According to a report by Reuters, citing a Citigroup Inc (C) internal memo, the bank intends to raise the base salaries of its junior investment bankers.

According to the memo, dated July 2nd, the pay raises for program vice-presidents, associates and analysts in Citi’s banking, capital markets and advisory division will take effect from July 1st.

The Wall Street bank also said it would remain focused on wellness initiatives in that division in order to make sure bankers have sufficient time off.

Previously, Citi had said that most of the roles at the bank would be designated as “hybrid” after the pandemic – or employees will be allowed to work remotely for up to two days per week.
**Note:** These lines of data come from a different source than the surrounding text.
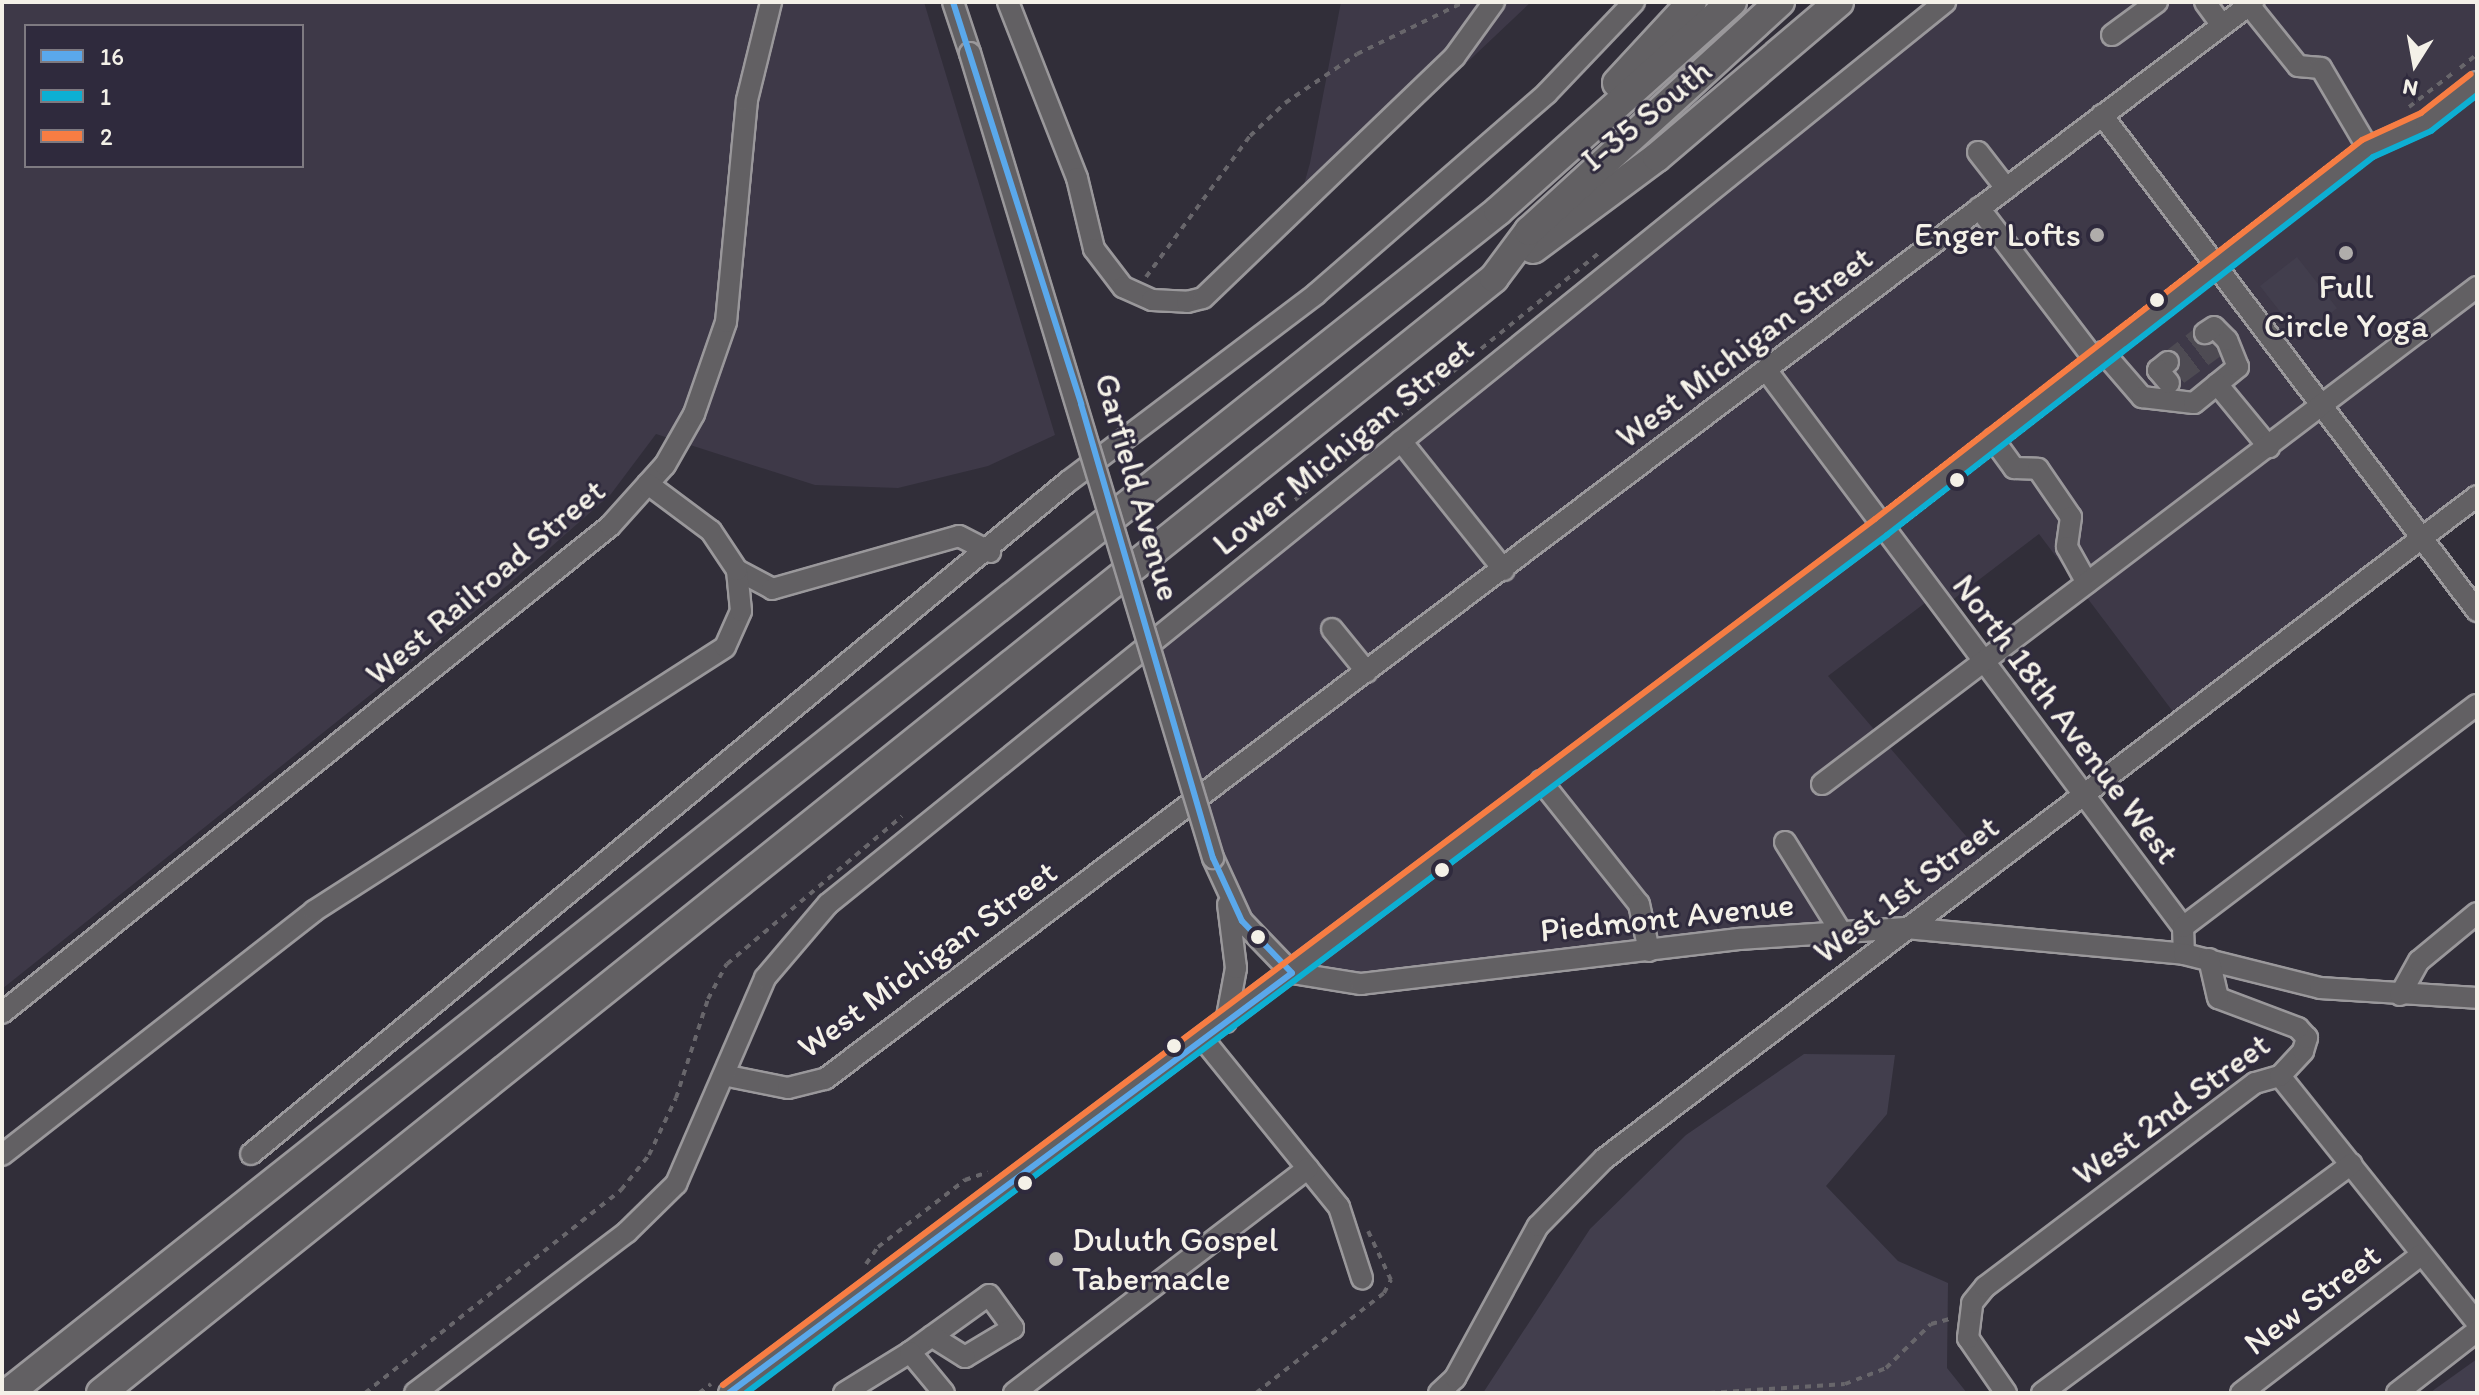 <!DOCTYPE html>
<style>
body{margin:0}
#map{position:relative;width:2479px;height:1395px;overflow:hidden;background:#312e39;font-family:Itim,sans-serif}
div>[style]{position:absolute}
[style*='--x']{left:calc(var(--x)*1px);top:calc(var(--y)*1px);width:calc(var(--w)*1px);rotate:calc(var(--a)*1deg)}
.built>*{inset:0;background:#3e3948}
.green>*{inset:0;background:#423e4d;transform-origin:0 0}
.minor-tunnel>*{height:20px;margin-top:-10px;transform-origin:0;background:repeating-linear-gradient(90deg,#4e4b53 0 20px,transparent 0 30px)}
.path>*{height:4px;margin-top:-2px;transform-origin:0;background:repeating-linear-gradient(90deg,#68666b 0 6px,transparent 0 12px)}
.roads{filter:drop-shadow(2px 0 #9a989b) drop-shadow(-2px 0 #9a989b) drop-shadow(0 2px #9a989b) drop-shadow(0 -2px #9a989b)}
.minor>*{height:20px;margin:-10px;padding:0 10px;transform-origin:10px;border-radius:10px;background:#626063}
.highway>*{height:28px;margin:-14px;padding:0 14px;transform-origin:14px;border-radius:14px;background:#626063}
.bridges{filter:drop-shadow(2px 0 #9a989b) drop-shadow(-2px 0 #9a989b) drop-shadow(0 2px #9a989b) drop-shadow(0 -2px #9a989b)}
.minor-bridge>*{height:20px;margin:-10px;padding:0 10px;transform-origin:10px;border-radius:10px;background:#626063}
.bus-1>*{height:6px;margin:-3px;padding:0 3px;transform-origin:3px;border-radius:3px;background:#5aa8eb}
.bus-2>*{height:6px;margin:-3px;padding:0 3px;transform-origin:3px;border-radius:3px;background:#0dafd3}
.bus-3>*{height:6px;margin:-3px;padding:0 3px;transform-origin:3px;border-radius:3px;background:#f77d43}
.dots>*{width:22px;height:22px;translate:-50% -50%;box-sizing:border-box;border:4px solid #2f2a3d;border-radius:50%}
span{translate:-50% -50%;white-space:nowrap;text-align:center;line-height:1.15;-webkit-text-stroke:6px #2f2a3d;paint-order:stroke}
.street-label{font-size:34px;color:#f4f1e8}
.poi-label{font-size:34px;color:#f4f1e8}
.right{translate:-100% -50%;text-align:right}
.left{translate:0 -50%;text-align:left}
.frame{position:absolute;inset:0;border:4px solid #f4f1e8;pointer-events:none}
.legend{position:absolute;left:24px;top:24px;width:280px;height:144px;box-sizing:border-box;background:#2f2a3d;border:2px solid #7e7a81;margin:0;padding:10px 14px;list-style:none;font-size:24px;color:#f4f1e8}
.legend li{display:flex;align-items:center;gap:16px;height:40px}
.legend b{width:40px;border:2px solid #7e7a81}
.north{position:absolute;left:2375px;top:24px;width:80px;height:80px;-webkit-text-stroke:6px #2f2a3d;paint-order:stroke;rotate:191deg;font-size:22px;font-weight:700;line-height:32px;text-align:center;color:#f4f1e8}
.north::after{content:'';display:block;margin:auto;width:28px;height:36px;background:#f4f1e8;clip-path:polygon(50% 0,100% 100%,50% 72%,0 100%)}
</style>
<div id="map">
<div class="built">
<i style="clip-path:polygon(evenodd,2px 2px,924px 2px,1055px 435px,988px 466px,898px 488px,815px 485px,656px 434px,611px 494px,508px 585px,2px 989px,2px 2px,26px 26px,302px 26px,302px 166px,26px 166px,26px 26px)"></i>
<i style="clip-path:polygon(1341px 2px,1531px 2px,1292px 228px,1310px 163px)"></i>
<i style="clip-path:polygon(1947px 2px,2477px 2px,2477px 496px,2180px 721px,2039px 534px,1942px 608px,1933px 597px,1828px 676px,1991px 865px,1906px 928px,1361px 984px,1292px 973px,1242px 921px,1145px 648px)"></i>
</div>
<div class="green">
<i style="left:2297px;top:257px;width:65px;height:47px;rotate:52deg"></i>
<i style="clip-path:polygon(1804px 1054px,1895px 1055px,1887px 1114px,1826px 1186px,1898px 1261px,1948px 1283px,1947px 1368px,1967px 1393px,1483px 1393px,1590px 1229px,1686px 1135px)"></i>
<i style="clip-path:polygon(2477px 1359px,2477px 1393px,2430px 1393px,2435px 1389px)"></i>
</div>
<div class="minor-tunnel">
<i style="--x:2168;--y:362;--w:47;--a:-38.1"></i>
<i style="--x:2178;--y:375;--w:47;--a:-36.4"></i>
</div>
<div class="path">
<i style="--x:2460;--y:68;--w:22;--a:-39"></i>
<i style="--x:2409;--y:107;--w:56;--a:-37.7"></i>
<i style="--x:1146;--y:277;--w:175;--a:-53.6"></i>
<i style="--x:1250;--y:136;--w:48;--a:-43.3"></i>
<i style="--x:1285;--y:103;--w:87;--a:-34.2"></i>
<i style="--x:1357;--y:54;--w:119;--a:-25.9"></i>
<i style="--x:1295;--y:500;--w:395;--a:-39.1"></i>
<i style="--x:866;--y:1264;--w:21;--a:-55"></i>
<i style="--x:878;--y:1247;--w:110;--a:-37.6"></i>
<i style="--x:965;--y:1180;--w:24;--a:-19"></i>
<i style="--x:365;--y:1393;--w:327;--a:-38.4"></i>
<i style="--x:621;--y:1190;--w:45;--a:-51.3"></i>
<i style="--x:649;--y:1155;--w:63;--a:-64.7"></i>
<i style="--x:676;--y:1098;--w:104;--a:-72.1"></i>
<i style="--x:708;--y:999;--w:40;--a:-62"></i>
<i style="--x:727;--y:964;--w:229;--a:-40.2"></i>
<i style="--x:699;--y:1393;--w:15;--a:-37"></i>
<i style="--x:1256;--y:1393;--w:162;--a:-38"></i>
<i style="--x:1384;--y:1293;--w:15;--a:-62"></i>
<i style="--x:1391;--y:1280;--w:54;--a:-115.1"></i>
<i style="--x:1709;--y:1393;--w:136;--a:-3.8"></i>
<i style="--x:1845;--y:1384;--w:44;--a:-21.3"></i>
<i style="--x:1886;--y:1368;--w:63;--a:-44.4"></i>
<i style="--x:1931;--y:1324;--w:23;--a:-15"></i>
</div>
<div class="roads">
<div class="minor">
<i style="--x:953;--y:2;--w:54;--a:71.6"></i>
<i style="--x:1008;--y:2;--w:189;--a:68.6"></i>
<i style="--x:1077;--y:178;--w:73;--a:76.5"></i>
<i style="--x:1094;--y:249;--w:48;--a:52.7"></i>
<i style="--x:1123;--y:287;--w:32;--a:24"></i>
<i style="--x:1152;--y:300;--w:35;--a:3"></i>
<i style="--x:1187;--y:302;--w:16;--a:-14"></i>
<i style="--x:1203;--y:298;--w:349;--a:-43.8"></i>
<i style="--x:1455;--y:56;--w:67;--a:-54.2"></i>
<i style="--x:2205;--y:2;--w:29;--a:54"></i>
<i style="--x:2249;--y:5;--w:78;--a:51.2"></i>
<i style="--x:2298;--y:66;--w:23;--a:5"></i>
<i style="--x:2321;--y:68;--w:93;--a:59.6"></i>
<i style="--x:2112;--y:35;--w:56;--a:-36.3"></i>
<i style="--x:2102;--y:115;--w:622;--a:52.91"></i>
<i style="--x:1978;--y:152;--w:46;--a:52.1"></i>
<i style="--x:1979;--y:208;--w:190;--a:52.7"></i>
<i style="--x:2103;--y:352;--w:60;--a:49.1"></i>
<i style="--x:2142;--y:397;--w:52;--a:6.6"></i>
<i style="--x:2194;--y:403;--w:57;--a:-39.3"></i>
<i style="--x:2238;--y:367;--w:29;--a:-112"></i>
<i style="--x:2227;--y:340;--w:18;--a:-135"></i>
<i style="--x:2214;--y:327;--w:11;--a:146"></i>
<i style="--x:2168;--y:362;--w:13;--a:141"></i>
<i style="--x:2158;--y:370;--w:17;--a:50"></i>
<i style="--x:1767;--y:371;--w:694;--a:53.2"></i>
<i style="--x:2183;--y:927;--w:27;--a:88"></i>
<i style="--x:2217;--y:384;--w:82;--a:50.5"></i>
<i style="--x:1993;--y:439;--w:36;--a:54"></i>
<i style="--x:2014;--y:468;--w:24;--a:2"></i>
<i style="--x:2038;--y:469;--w:58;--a:55.5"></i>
<i style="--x:2071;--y:517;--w:30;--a:98"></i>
<i style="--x:2067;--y:547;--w:41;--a:60.9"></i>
<i style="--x:1401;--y:441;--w:165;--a:51.4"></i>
<i style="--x:737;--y:570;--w:40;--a:28"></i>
<i style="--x:772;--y:589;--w:194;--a:-15.8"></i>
<i style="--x:959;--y:536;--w:35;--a:27"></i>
<i style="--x:1332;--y:629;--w:55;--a:50.9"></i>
<i style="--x:1541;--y:781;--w:157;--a:51.5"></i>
<i style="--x:1639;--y:904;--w:48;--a:78"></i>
<i style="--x:1822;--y:784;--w:822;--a:-37.19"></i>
<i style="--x:1785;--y:842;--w:106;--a:58.1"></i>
<i style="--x:1213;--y:858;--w:69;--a:65.3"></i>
<i style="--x:1242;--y:921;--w:72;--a:46.1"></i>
<i style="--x:2183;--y:927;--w:368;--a:-37.1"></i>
<i style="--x:1292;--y:973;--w:70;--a:9.1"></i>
<i style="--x:1361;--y:984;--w:381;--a:-6.8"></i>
<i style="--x:1739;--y:939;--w:167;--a:-3.8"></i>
<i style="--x:1906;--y:928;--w:279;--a:5.3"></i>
<i style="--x:2184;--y:954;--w:140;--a:14"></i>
<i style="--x:2320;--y:988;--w:157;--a:3.6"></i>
<i style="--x:2400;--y:995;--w:39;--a:-61"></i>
<i style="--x:2419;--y:961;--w:75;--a:-39.6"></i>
<i style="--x:2;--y:1013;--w:779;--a:-38.69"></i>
<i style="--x:610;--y:526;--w:82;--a:-48"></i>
<i style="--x:665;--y:465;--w:59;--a:-60.4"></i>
<i style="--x:694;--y:414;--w:97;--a:-70.8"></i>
<i style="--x:726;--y:322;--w:223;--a:-84.6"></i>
<i style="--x:747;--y:100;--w:101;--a:-76.2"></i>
<i style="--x:1226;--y:1022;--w:55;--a:-79.5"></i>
<i style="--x:1236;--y:968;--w:64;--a:-97.1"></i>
<i style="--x:1203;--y:1039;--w:216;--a:51"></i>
<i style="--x:1339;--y:1207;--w:75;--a:72.1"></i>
<i style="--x:728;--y:1076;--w:61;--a:11.3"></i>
<i style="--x:788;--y:1088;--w:38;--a:-14"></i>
<i style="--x:825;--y:1079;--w:1789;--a:-37.02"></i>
<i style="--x:2280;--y:1076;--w:316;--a:51.4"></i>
<i style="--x:251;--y:1154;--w:1059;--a:-39.45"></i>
<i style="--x:1069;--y:481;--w:310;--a:-37.1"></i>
<i style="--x:1316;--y:294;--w:306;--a:-41"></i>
<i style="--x:1547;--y:93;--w:126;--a:-46.3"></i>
<i style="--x:2;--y:1155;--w:396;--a:-38"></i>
<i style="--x:314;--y:911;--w:488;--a:-32.7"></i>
<i style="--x:725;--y:647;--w:39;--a:-66"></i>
<i style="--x:741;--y:611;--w:41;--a:-95.6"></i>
<i style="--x:737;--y:570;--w:47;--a:-123.7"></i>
<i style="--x:711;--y:531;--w:79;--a:-143.3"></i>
<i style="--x:910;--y:1352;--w:97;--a:-35.8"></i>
<i style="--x:989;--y:1295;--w:41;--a:54"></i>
<i style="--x:1013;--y:1328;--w:56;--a:148.9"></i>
<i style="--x:965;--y:1357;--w:39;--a:-148"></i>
<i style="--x:415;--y:1393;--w:266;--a:-37.2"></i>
<i style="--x:627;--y:1232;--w:69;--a:-44.4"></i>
<i style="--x:676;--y:1184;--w:224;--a:-66.6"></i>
<i style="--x:765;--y:978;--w:97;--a:-49.6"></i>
<i style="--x:828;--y:904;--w:1436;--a:-38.92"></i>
<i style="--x:729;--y:1393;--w:1441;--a:-36.93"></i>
<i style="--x:1881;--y:527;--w:617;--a:-37.89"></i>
<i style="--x:2368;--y:148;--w:64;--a:-24.1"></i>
<i style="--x:2426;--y:122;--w:65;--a:-38.1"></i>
<i style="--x:844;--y:1393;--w:78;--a:-31.8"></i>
<i style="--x:910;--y:1352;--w:53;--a:50.3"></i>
<i style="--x:1014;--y:1393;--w:370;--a:-37.4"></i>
<i style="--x:1439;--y:1393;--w:22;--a:-43"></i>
<i style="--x:1455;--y:1378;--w:173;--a:-61.4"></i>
<i style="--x:1538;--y:1226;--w:94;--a:-45.4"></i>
<i style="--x:1604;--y:1159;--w:1096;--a:-37.21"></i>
<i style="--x:2006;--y:1393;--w:67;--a:-124.6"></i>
<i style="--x:1968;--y:1338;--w:35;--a:-83"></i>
<i style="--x:1972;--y:1303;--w:21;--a:-51"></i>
<i style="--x:1985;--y:1287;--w:338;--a:-37.1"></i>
<i style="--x:2255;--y:1083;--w:26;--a:-16"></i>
<i style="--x:2280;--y:1076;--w:34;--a:-47"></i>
<i style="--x:2303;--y:1051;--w:14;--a:-73"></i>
<i style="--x:2307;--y:1038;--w:13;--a:-132"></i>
<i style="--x:2298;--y:1028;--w:85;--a:-159.4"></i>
<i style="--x:2218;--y:998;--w:40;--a:-103"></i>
<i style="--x:2042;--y:1393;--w:385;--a:-36.5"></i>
<i style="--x:2241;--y:1393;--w:227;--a:-37.5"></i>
<i style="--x:2397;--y:1393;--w:101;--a:-37.8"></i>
</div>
<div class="highway">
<i style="--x:1617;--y:83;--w:110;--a:-47.2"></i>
<i style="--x:1533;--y:249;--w:154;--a:-36.6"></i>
<i style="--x:1657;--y:157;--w:239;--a:-40.4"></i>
<i style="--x:8;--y:1393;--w:1902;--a:-38.42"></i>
<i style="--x:1498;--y:211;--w:314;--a:-41.8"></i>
<i style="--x:101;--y:1393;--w:1784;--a:-38.67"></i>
<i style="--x:1494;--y:278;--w:59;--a:-53.3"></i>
<i style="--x:1529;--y:231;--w:340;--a:-42.4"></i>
</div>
</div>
<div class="bridges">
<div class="minor-bridge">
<i style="--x:970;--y:53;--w:841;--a:73.2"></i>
</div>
</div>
<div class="bus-1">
<i style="--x:953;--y:2;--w:422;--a:72.3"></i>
<i style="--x:1081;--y:404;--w:473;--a:73.8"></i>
<i style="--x:1213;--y:858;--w:69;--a:65.3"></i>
<i style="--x:1242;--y:921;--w:72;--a:46.1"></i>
<i style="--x:729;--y:1393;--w:702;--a:-36.72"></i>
</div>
<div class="bus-2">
<i style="--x:746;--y:1393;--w:1428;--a:-36.94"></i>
<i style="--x:1887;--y:535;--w:616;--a:-37.87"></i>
<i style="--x:2373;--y:157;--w:64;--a:-24.1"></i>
<i style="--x:2431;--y:131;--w:58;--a:-38"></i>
</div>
<div class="bus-3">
<i style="--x:723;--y:1385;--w:1441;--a:-36.93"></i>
<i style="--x:1875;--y:519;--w:617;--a:-37.89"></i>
<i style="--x:2362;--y:140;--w:65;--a:-24.6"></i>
<i style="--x:2421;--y:113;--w:63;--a:-38"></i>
</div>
<div class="dots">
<i style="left:2097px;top:235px;background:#b0adab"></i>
<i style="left:2346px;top:253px;background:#b0adab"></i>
<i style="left:2157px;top:300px;background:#f4f1e8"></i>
<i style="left:1957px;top:480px;background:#f4f1e8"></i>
<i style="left:1442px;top:870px;background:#f4f1e8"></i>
<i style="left:1258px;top:937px;background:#f4f1e8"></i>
<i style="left:1174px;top:1046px;background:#f4f1e8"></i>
<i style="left:1025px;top:1183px;background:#f4f1e8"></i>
<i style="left:1056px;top:1259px;background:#b0adab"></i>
</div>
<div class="street-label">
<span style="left:1646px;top:115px;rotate:-39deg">I-35 South</span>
<span style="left:1744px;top:347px;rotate:-37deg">West Michigan Street</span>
<span style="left:1343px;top:446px;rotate:-39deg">Lower Michigan Street</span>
<span style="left:1138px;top:487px;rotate:74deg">Garfield Avenue</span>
<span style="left:485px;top:582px;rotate:-40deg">West Railroad Street</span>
<span style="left:2066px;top:719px;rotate:53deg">North 18th Avenue West</span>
<span style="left:1906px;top:889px;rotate:-37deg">West 1st Street</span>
<span style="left:1667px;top:917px;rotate:-6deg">Piedmont Avenue</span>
<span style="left:927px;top:959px;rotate:-36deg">West Michigan Street</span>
<span style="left:2171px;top:1109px;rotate:-36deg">West 2nd Street</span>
<span style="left:2312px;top:1299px;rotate:-37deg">New Street</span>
</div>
<div class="poi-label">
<span class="right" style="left:2081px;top:235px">Enger Lofts</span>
<span style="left:2346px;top:306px">Full<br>Circle Yoga</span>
<span class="left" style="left:1072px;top:1259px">Duluth Gospel<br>Tabernacle</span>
</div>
<div class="frame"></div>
<ul class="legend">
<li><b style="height:10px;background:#5aa8eb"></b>16</li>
<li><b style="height:10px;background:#0dafd3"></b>1</li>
<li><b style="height:10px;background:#f77d43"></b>2</li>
</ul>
<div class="north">N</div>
</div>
Such a practice contrasted with the approach of Citi’s rivals such as Morgan Stanley, J. P. Morgan Chase and Goldman Sachs Group, where employees will probably return to office like before the pandemic.

Citigroup shares closed lower for the third time in the past ten trading sessions in New York on Friday. The stock went down 0.84% ($0.60) to $70.41, after touching an intraday low at $70.11. The latter has been a price level not seen since June 30th ($69.48).

Shares of Citigroup Inc have risen 14.19% so far in 2021 compared with a 15.87% gain for the benchmark index, S&P 500 (SPX).

In 2020, Citigroup Inc’s stock went down 22.82%, thus, it again underperformed the S&P 500, which registered a 16.26% gain.

Analyst stock price forecast and recommendation

According to TipRanks, at least 10 out of 12 surveyed investment analysts had rated Citigroup Inc’s stock as “Buy”, while 2 – as “Hold”. The median price target on the stock stands at $90.13.